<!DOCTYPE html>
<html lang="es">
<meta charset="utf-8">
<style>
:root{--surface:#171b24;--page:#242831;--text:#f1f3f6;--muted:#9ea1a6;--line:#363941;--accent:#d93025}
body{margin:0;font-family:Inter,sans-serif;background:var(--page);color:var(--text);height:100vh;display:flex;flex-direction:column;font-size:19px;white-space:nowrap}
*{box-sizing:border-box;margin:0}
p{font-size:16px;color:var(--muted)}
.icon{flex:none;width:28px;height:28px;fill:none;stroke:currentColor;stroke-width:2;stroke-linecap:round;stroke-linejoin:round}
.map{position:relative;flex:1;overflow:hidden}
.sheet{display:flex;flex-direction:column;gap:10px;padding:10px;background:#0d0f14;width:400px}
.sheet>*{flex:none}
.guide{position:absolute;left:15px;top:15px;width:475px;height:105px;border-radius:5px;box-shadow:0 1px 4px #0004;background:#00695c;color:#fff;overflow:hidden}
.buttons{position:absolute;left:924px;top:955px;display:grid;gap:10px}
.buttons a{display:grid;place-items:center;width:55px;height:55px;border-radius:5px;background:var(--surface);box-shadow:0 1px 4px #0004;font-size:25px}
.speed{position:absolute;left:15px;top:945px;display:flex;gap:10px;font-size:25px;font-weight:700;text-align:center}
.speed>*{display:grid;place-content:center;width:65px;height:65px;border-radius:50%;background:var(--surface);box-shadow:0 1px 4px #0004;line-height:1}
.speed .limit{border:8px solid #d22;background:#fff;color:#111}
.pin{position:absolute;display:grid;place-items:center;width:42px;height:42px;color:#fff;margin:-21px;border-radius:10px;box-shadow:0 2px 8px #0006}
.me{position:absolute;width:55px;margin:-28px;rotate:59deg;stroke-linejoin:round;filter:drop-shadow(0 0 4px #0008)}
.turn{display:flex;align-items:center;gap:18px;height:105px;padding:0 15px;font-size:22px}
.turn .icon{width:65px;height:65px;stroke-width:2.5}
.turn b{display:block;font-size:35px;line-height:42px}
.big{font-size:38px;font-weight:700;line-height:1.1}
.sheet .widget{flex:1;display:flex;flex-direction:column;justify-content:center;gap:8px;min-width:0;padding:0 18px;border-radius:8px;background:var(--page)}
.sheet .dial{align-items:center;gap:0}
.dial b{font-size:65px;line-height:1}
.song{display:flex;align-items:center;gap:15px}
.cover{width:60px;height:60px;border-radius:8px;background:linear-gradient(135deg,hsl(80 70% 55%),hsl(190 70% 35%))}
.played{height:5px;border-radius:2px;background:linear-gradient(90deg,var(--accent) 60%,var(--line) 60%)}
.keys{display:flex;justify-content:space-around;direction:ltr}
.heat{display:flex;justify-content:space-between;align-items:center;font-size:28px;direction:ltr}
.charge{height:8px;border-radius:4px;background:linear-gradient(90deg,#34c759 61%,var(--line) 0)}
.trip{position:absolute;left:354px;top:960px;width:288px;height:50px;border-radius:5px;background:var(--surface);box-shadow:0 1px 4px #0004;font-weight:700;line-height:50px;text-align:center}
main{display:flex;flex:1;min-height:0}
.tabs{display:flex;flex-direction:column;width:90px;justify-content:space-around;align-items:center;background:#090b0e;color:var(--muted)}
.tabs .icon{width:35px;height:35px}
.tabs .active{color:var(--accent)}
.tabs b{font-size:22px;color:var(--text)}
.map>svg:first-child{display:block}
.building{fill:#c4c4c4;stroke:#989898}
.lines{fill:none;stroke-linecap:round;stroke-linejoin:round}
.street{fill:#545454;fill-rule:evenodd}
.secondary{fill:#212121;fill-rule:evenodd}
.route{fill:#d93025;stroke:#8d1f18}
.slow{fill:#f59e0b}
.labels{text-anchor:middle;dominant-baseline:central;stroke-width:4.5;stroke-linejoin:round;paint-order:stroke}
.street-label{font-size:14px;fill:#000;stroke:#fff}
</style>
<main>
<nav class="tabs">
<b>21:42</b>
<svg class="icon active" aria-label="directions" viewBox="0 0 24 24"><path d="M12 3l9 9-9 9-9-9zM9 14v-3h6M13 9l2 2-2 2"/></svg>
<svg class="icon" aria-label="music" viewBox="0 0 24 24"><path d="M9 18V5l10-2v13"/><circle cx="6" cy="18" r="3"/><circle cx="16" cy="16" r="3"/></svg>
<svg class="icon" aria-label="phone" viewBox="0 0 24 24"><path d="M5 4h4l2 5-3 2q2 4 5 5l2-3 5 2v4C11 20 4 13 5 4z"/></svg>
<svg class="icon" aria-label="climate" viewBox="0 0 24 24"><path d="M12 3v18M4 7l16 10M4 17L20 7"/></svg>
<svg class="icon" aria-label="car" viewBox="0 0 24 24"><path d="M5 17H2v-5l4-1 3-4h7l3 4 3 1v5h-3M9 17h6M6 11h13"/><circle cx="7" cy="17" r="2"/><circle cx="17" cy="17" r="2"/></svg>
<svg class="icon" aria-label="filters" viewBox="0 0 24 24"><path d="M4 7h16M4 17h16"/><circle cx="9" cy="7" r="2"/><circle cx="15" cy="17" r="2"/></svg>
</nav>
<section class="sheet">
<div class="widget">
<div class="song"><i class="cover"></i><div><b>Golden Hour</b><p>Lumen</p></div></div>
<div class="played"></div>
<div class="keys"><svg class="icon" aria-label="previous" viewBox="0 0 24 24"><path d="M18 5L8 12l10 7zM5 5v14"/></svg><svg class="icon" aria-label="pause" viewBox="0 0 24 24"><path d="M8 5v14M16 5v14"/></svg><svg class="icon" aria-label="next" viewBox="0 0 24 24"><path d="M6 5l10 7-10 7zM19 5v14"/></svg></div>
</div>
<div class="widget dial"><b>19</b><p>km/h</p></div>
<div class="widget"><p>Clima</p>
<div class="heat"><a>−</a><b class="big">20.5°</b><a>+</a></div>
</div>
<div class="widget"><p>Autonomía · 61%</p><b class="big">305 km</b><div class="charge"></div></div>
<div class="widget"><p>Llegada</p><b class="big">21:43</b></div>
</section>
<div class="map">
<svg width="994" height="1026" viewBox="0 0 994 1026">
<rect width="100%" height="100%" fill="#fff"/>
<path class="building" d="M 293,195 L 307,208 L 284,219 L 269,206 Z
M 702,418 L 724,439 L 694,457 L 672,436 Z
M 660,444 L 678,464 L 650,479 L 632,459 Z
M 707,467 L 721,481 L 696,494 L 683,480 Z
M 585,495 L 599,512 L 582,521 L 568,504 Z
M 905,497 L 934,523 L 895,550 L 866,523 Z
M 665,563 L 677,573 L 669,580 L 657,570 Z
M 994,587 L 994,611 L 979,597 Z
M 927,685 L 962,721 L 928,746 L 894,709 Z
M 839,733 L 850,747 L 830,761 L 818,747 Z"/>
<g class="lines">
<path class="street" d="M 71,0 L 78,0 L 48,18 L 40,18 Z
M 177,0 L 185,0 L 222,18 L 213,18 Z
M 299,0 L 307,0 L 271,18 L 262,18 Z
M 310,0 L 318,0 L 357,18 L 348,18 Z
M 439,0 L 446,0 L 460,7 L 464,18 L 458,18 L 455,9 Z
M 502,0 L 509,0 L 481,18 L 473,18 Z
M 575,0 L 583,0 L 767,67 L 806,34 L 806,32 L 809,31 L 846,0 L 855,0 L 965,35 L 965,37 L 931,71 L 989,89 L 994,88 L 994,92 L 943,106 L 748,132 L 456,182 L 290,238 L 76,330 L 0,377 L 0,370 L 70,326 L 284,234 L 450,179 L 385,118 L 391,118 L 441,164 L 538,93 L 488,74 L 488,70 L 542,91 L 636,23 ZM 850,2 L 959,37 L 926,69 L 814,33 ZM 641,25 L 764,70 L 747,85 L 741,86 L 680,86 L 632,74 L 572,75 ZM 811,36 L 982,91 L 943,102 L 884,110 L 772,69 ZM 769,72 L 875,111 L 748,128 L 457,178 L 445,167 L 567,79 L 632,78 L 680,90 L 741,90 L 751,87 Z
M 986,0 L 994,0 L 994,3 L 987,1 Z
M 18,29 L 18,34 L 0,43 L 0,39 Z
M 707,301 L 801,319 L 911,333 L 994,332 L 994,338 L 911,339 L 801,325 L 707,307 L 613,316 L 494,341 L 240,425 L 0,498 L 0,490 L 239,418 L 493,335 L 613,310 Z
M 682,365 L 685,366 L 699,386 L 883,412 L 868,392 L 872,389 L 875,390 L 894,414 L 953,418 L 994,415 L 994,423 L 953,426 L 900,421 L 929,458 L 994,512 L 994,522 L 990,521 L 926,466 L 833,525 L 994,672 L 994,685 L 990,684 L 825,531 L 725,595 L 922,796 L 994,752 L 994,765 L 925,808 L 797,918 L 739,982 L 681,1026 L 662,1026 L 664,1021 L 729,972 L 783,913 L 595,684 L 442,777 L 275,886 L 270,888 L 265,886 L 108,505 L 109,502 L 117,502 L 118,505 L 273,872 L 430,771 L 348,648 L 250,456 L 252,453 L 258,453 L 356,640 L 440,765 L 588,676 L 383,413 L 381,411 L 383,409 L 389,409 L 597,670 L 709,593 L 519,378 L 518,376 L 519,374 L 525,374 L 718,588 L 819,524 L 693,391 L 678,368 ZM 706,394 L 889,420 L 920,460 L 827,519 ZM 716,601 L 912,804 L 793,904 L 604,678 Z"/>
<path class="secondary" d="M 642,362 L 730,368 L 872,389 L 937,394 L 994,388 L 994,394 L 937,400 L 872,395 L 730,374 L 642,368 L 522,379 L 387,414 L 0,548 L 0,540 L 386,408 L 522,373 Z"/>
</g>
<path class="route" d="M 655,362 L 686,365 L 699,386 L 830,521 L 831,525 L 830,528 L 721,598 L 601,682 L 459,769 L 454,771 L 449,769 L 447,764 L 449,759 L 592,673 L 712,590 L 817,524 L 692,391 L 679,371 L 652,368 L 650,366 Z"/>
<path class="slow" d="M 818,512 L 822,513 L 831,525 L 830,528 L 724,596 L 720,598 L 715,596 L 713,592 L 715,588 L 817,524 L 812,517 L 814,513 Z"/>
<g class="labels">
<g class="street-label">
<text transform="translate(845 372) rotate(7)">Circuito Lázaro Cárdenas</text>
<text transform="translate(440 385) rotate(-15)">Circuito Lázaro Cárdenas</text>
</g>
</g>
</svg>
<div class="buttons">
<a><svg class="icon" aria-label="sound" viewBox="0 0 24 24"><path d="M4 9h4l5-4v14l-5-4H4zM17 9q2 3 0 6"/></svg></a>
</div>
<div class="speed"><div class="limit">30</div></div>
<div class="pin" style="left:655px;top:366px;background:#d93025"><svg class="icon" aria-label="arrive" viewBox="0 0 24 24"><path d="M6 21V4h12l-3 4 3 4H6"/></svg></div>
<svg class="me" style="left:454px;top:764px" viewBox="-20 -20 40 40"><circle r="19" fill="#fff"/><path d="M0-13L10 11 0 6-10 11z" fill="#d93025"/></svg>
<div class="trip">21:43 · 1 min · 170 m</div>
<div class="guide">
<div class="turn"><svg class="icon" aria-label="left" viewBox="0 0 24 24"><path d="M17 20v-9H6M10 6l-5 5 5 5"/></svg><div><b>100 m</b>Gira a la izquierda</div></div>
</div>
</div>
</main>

===

◆ What is expected ◆
Copy each line of the listing that holds the word "heat".

◆ Problem solution ◆
.heat{display:flex;justify-content:space-between;align-items:center;font-size:28px;direction:ltr}
<div class="heat"><a>−</a><b class="big">20.5°</b><a>+</a></div>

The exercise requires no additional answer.